Exercise objective =>
From the first line of the records below, transcribe each line exactly up to and including the one with "Annotation task. Convert"; pictures stay out.

(Records contained in a dataset)
= = = = =
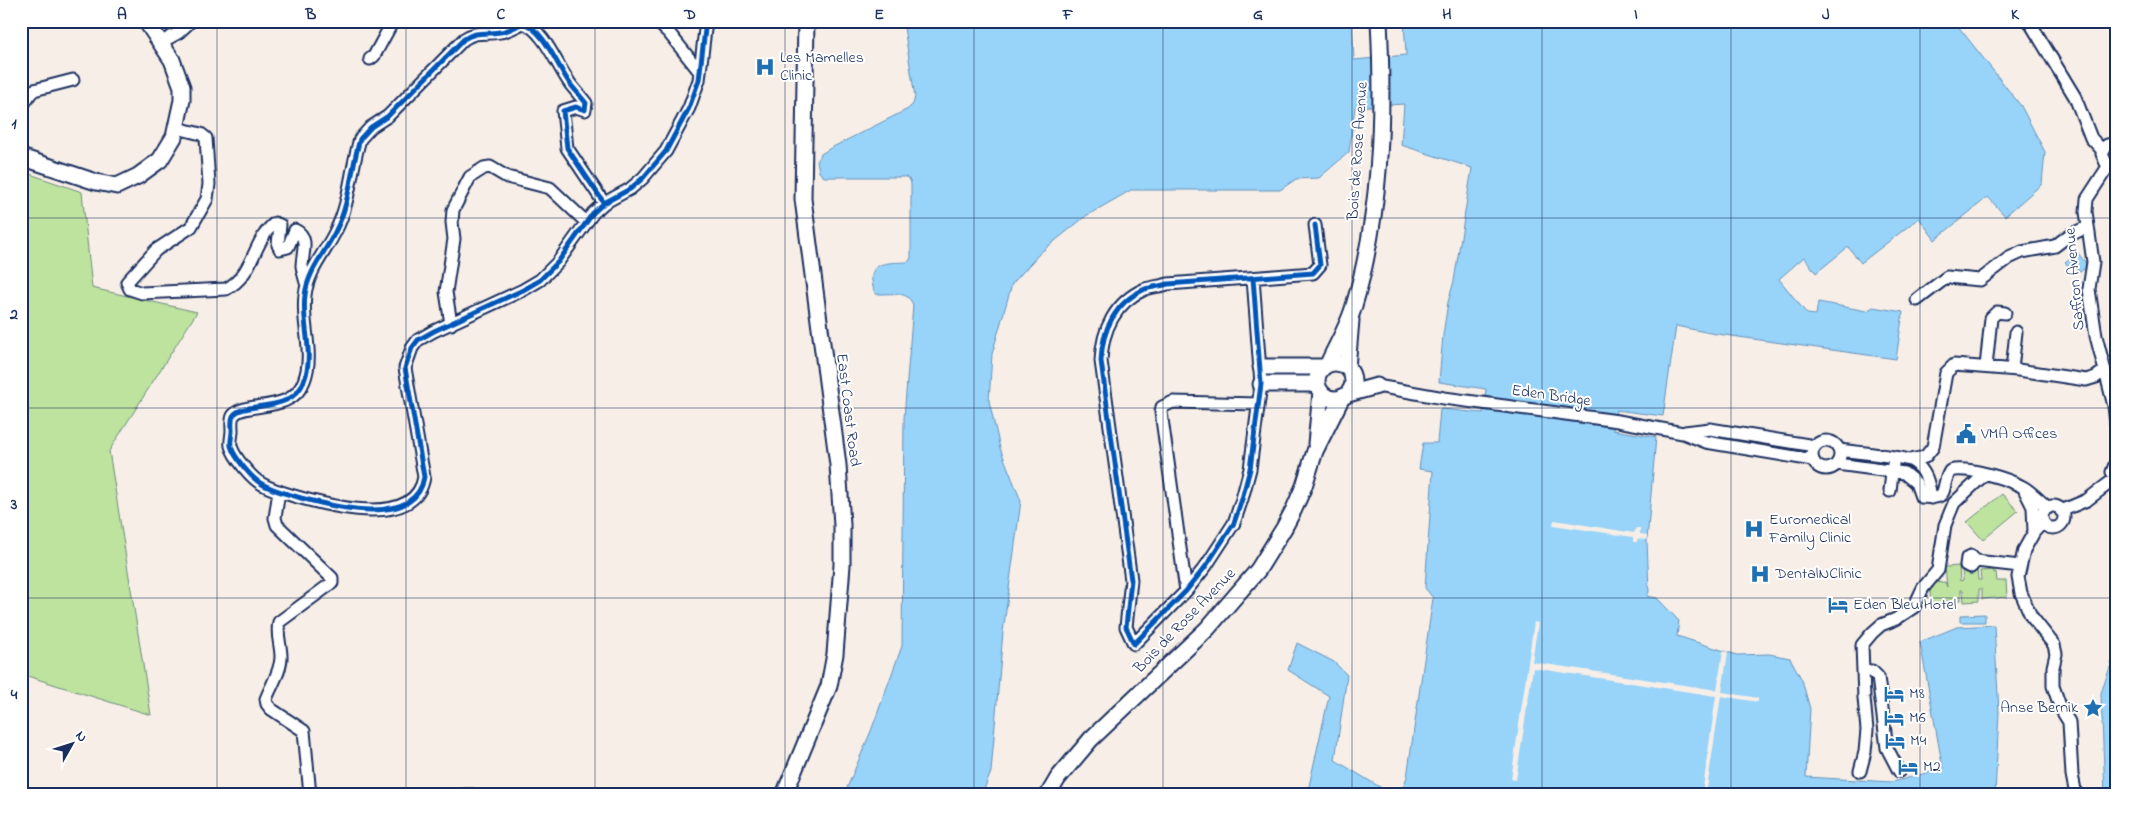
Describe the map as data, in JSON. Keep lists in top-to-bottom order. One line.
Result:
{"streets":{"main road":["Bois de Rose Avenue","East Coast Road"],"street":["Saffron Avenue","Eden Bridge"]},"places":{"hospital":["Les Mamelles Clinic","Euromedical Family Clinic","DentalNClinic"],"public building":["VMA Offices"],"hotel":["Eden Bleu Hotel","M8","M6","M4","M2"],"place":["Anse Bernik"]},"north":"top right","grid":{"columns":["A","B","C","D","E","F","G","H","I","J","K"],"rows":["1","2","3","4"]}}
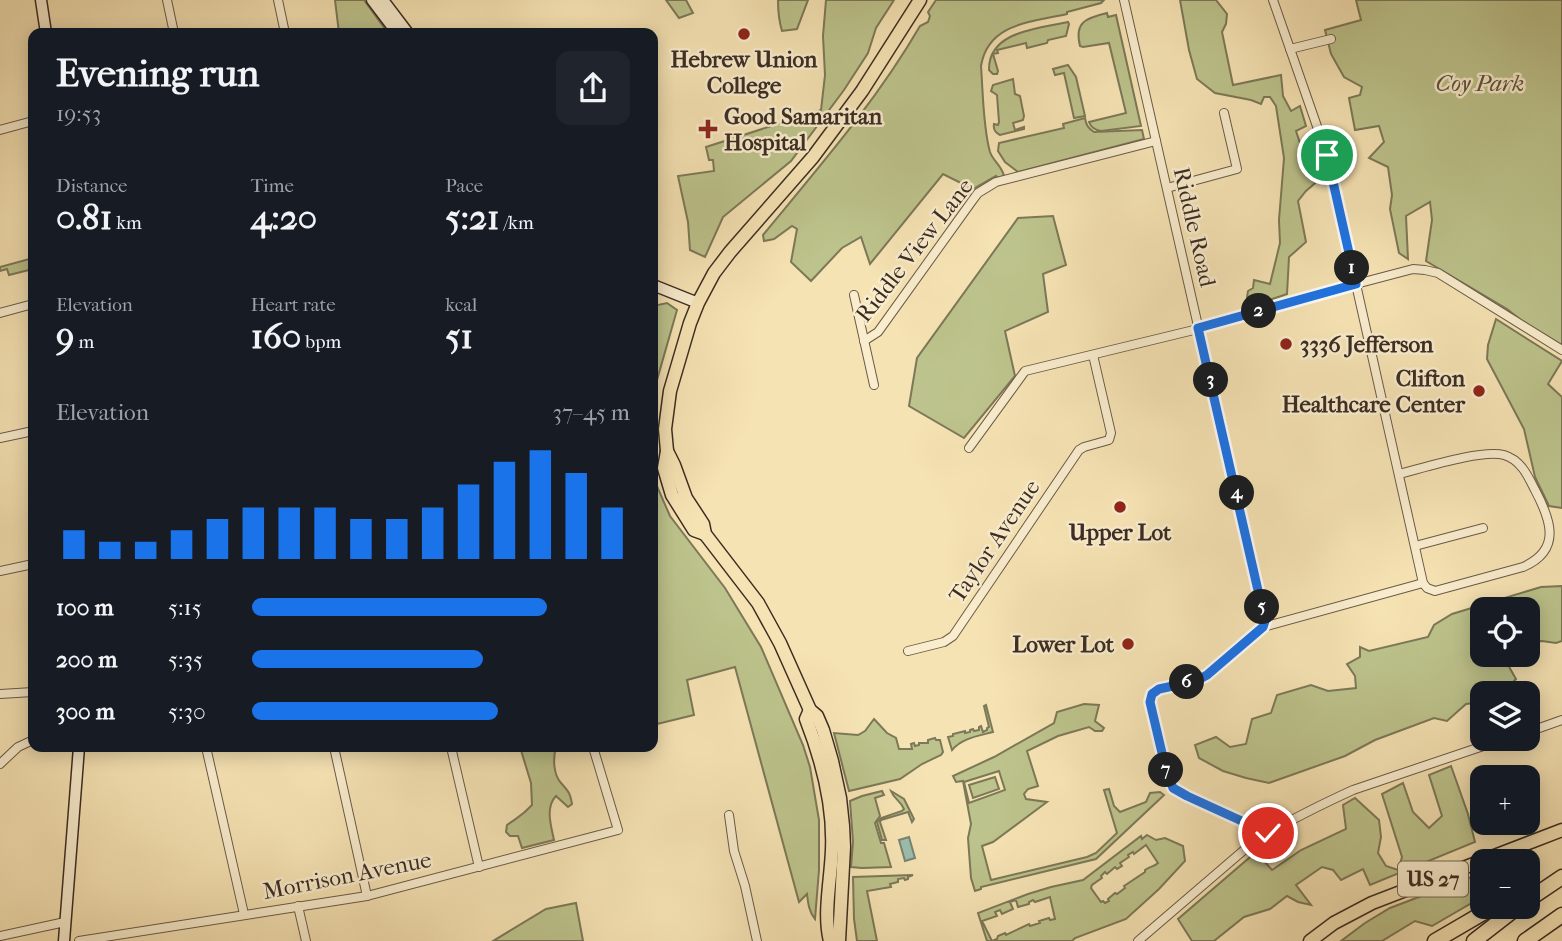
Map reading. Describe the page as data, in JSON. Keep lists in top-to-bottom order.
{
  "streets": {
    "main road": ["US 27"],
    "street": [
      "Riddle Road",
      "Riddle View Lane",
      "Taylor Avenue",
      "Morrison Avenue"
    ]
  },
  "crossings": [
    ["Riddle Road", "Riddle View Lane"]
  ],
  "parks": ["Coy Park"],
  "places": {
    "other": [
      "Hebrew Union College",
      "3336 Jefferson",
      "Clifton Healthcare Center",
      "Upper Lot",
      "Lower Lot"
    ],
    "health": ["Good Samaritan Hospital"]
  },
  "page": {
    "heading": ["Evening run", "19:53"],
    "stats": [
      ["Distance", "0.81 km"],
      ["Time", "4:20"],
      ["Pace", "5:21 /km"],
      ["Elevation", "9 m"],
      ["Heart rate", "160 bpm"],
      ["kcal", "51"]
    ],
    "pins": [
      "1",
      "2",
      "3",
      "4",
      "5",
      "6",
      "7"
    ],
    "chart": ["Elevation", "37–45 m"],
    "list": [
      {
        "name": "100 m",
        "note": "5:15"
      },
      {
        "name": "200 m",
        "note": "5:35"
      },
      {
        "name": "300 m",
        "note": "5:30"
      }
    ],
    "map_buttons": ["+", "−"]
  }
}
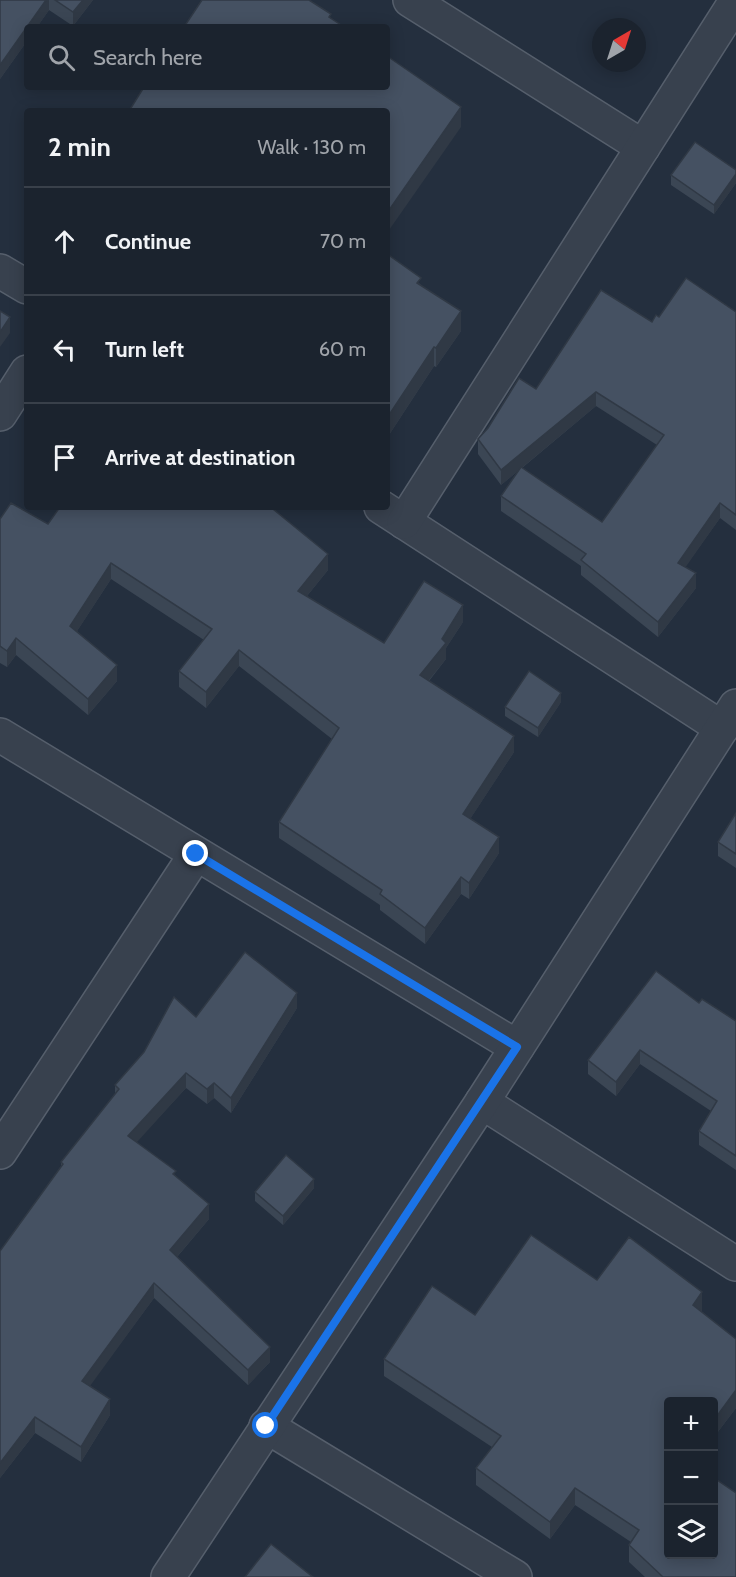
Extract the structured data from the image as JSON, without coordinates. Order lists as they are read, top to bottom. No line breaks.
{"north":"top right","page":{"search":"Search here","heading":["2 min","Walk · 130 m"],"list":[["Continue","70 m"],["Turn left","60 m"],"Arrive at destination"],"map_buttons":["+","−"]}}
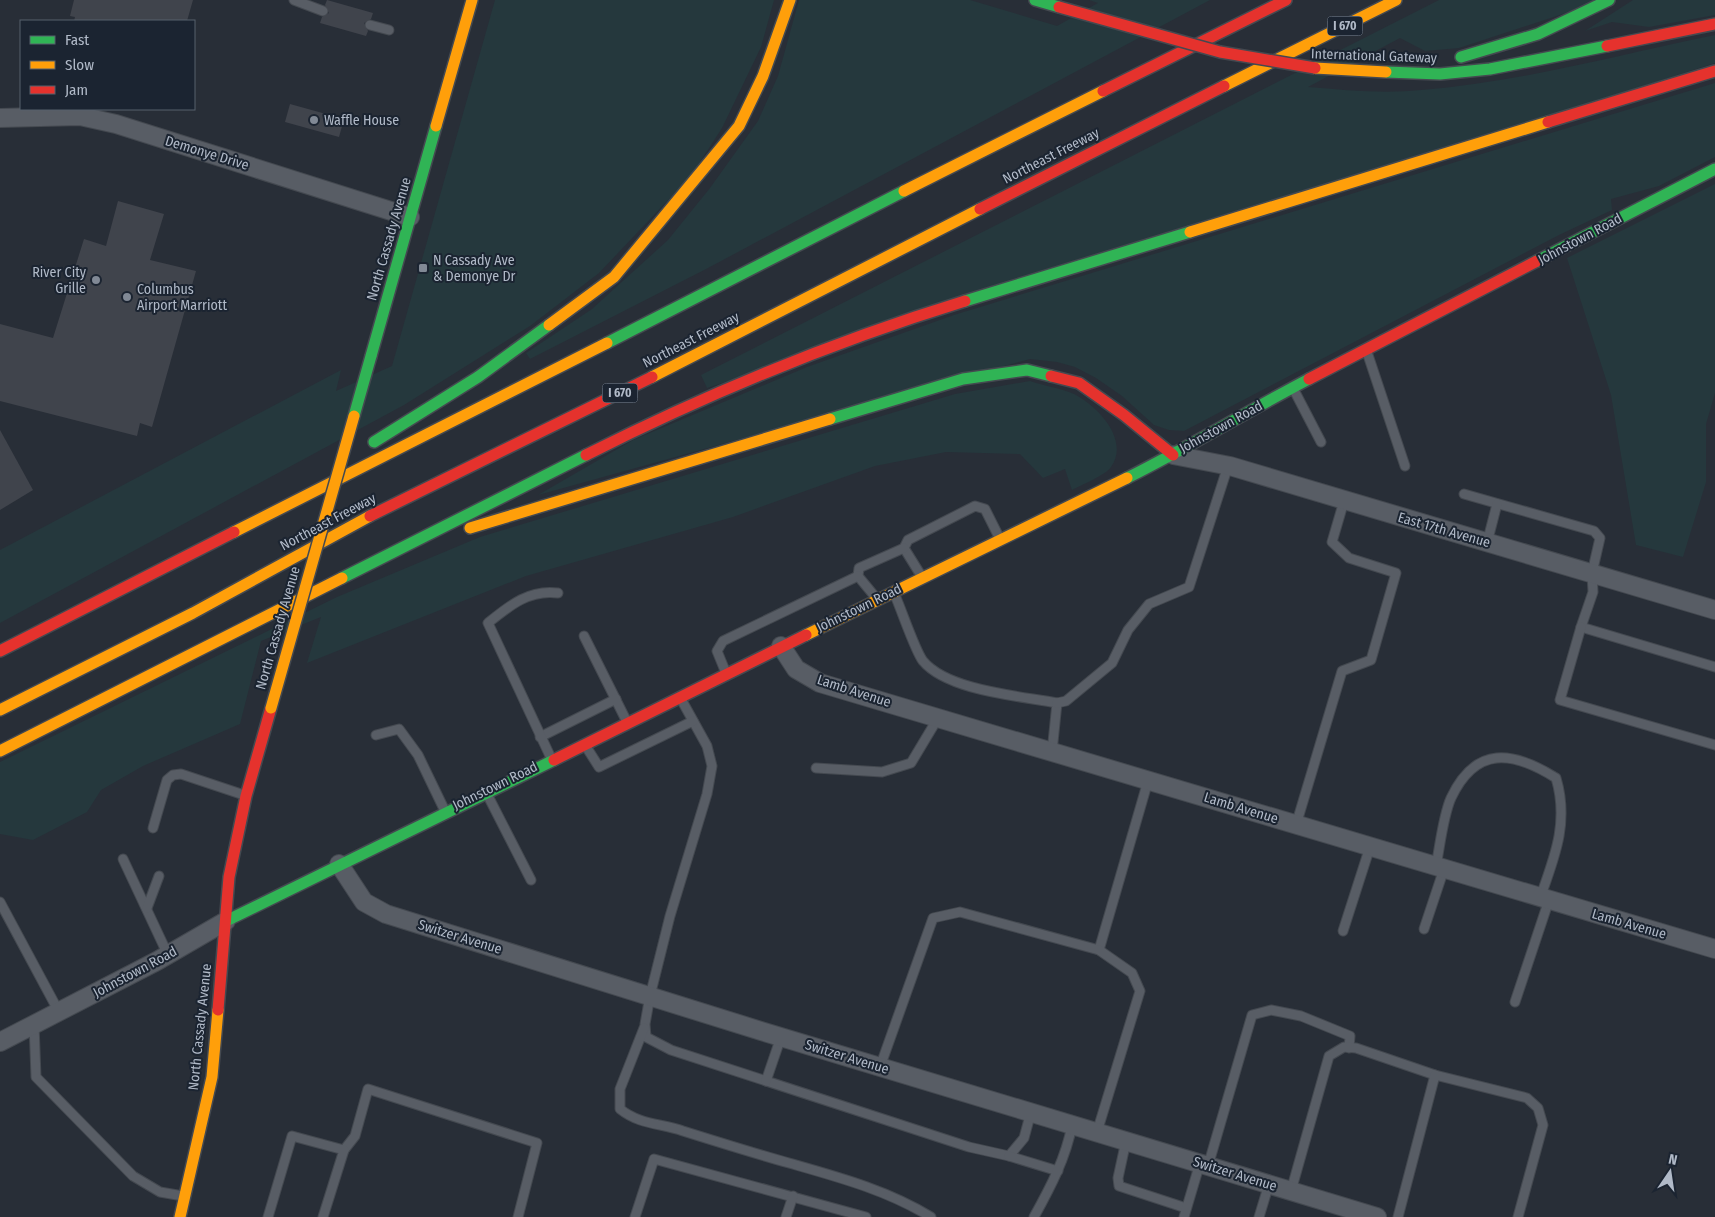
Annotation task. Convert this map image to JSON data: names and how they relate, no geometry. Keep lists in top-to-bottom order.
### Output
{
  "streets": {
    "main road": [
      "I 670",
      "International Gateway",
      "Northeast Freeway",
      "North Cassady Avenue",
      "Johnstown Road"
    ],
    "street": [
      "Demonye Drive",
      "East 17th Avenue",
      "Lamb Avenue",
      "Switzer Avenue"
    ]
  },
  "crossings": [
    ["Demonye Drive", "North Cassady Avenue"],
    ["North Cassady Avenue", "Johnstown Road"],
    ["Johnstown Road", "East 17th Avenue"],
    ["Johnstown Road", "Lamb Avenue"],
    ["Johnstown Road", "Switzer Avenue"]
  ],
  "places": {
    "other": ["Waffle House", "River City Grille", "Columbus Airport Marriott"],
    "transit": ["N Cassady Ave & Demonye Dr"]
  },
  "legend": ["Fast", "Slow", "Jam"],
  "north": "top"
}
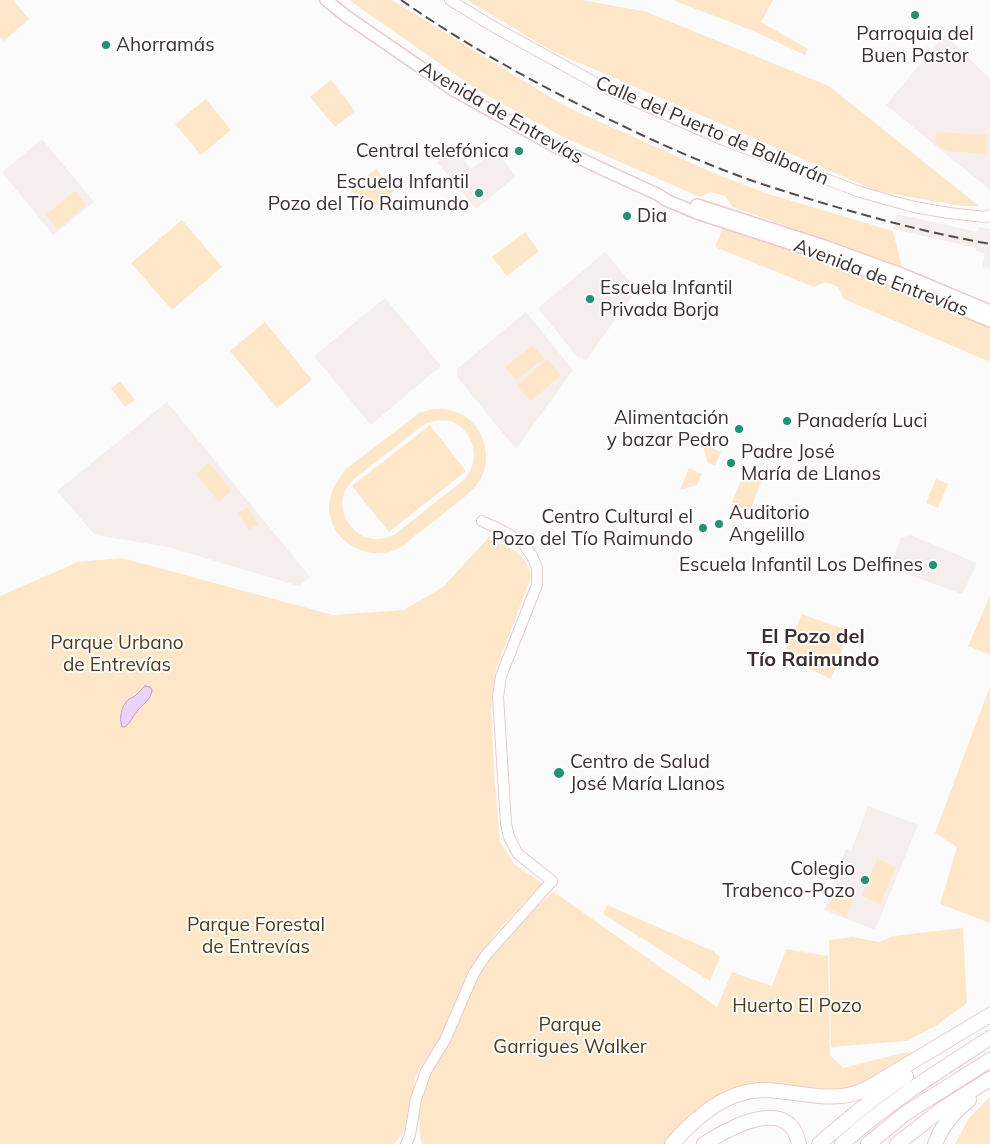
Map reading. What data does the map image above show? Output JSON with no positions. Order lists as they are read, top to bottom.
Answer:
= = = = =
Exercise output =>
Describe the map as data, in JSON. Keep lists in top-to-bottom order. One line.
Result:
{"streets":{"main road":["Bois de Rose Avenue","East Coast Road"],"street":["Saffron Avenue","Eden Bridge"]},"places":{"hospital":["Les Mamelles Clinic","Euromedical Family Clinic","DentalNClinic"],"public building":["VMA Offices"],"hotel":["Eden Bleu Hotel","M8","M6","M4","M2"],"place":["Anse Bernik"]},"north":"top right","grid":{"columns":["A","B","C","D","E","F","G","H","I","J","K"],"rows":["1","2","3","4"]}}
Map reading. Describe the page as data, in JSON. Keep lists in top-to-bottom order.
{
  "streets": {
    "main road": ["US 27"],
    "street": [
      "Riddle Road",
      "Riddle View Lane",
      "Taylor Avenue",
      "Morrison Avenue"
    ]
  },
  "crossings": [
    ["Riddle Road", "Riddle View Lane"]
  ],
  "parks": ["Coy Park"],
  "places": {
    "other": [
      "Hebrew Union College",
      "3336 Jefferson",
      "Clifton Healthcare Center",
      "Upper Lot",
      "Lower Lot"
    ],
    "health": ["Good Samaritan Hospital"]
  },
  "page": {
    "heading": ["Evening run", "19:53"],
    "stats": [
      ["Distance", "0.81 km"],
      ["Time", "4:20"],
      ["Pace", "5:21 /km"],
      ["Elevation", "9 m"],
      ["Heart rate", "160 bpm"],
      ["kcal", "51"]
    ],
    "pins": [
      "1",
      "2",
      "3",
      "4",
      "5",
      "6",
      "7"
    ],
    "chart": ["Elevation", "37–45 m"],
    "list": [
      {
        "name": "100 m",
        "note": "5:15"
      },
      {
        "name": "200 m",
        "note": "5:35"
      },
      {
        "name": "300 m",
        "note": "5:30"
      }
    ],
    "map_buttons": ["+", "−"]
  }
}
Extract the structured data from the image as JSON, without coordinates. Order lists as they are read, top to bottom. No line breaks.
{"north":"top right","page":{"search":"Search here","heading":["2 min","Walk · 130 m"],"list":[["Continue","70 m"],["Turn left","60 m"],"Arrive at destination"],"map_buttons":["+","−"]}}
Annotation task. Convert this map image to JSON data: names and how they relate, no geometry. Keep lists in top-to-bottom order.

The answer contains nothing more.